■ Required work ■
Say how many lines in the data hold "this". Nothing else belongs in the answer.
── Records supplied ──
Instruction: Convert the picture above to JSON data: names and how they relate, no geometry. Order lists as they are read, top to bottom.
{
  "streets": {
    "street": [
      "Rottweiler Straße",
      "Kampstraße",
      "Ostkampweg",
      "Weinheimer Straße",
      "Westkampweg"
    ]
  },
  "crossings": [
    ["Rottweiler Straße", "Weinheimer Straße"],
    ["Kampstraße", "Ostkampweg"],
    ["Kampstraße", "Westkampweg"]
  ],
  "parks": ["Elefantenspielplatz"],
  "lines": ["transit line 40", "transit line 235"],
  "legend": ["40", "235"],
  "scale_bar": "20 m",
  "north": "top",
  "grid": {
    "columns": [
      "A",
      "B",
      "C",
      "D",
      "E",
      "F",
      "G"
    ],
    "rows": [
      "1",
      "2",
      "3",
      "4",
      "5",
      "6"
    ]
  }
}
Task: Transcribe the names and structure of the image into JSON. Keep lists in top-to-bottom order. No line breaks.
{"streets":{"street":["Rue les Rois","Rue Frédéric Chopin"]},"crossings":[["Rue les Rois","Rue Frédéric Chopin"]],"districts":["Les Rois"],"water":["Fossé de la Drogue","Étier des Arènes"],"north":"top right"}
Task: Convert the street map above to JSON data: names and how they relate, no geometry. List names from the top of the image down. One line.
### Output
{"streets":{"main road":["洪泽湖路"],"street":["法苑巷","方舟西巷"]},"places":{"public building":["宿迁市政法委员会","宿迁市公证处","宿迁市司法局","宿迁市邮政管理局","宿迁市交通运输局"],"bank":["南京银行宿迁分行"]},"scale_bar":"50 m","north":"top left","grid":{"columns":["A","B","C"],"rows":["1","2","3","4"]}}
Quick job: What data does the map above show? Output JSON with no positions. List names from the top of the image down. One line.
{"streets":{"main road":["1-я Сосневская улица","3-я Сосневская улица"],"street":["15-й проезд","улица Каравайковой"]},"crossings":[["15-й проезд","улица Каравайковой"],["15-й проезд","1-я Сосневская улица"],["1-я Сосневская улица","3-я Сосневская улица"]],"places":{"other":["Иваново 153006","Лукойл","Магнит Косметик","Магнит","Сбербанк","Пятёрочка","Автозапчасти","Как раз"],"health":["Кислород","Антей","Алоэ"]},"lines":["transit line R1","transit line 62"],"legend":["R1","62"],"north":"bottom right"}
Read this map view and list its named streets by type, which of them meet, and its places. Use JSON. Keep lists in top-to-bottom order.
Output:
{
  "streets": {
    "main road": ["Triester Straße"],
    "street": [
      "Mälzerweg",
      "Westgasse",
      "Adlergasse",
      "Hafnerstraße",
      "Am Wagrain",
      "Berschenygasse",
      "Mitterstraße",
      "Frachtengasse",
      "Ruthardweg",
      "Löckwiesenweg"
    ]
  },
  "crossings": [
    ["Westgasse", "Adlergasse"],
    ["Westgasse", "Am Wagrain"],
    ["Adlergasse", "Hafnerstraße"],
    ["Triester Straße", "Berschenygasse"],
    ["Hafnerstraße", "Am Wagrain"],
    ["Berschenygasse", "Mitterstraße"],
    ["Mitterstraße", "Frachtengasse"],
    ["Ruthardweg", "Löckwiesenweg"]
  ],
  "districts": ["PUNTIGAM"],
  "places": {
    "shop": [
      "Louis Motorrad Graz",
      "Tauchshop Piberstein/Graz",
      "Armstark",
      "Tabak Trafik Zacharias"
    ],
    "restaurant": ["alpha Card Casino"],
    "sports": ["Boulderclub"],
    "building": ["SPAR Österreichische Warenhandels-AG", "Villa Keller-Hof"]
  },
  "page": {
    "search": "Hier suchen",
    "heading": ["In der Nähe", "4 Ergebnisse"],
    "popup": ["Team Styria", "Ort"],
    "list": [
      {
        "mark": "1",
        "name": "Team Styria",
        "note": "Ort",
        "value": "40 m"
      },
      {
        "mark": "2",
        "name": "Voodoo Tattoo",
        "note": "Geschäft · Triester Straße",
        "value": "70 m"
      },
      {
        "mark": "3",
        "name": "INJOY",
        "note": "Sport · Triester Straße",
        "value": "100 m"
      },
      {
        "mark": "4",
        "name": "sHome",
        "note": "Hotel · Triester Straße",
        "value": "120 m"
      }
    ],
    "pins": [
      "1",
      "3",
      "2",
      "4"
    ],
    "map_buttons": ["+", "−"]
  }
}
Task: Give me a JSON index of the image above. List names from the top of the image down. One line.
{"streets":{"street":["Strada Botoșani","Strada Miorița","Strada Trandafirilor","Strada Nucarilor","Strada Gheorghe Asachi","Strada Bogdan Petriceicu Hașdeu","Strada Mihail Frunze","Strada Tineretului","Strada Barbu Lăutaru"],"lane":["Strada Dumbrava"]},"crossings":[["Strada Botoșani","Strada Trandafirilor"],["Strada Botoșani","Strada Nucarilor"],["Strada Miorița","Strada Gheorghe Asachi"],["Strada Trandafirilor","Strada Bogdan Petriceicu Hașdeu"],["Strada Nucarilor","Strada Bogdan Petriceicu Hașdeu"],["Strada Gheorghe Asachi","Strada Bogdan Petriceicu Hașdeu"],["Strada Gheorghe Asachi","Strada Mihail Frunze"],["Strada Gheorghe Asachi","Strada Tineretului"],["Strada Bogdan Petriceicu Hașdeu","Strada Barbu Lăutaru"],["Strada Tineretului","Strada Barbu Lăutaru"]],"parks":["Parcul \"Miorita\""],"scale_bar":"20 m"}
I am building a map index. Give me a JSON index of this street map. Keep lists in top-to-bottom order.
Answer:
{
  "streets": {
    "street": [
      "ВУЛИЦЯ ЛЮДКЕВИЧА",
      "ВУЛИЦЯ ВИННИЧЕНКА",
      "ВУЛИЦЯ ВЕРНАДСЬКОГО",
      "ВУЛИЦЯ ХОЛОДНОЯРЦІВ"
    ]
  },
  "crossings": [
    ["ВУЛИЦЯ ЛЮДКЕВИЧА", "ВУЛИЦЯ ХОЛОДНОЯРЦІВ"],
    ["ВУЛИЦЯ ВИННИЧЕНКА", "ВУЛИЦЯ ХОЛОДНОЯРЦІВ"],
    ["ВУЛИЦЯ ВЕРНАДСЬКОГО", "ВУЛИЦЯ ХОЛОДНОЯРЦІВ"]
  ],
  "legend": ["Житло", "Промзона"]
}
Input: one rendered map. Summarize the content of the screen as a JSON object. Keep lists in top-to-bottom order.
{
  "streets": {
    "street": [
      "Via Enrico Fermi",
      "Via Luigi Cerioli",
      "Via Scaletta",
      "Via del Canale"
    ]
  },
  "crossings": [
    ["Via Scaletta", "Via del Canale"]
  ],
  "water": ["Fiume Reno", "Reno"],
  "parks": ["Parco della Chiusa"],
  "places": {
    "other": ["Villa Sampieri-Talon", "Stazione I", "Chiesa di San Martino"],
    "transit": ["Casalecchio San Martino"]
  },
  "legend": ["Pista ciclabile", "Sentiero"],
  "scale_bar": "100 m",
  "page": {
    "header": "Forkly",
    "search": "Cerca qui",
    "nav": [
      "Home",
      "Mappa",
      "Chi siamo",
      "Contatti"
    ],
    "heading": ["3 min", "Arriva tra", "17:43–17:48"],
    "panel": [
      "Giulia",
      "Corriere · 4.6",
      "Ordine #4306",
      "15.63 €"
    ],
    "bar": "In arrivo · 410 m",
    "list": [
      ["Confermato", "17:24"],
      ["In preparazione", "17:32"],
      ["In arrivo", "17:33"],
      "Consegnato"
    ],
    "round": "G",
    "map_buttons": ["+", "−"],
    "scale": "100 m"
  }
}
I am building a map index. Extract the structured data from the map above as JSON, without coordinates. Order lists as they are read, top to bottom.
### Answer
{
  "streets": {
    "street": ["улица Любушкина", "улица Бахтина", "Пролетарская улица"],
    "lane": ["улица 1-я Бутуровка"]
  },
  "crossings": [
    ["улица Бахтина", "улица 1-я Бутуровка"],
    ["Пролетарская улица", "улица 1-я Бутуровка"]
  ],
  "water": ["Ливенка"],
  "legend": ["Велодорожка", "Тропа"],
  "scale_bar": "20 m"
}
───
■ Answer ■
2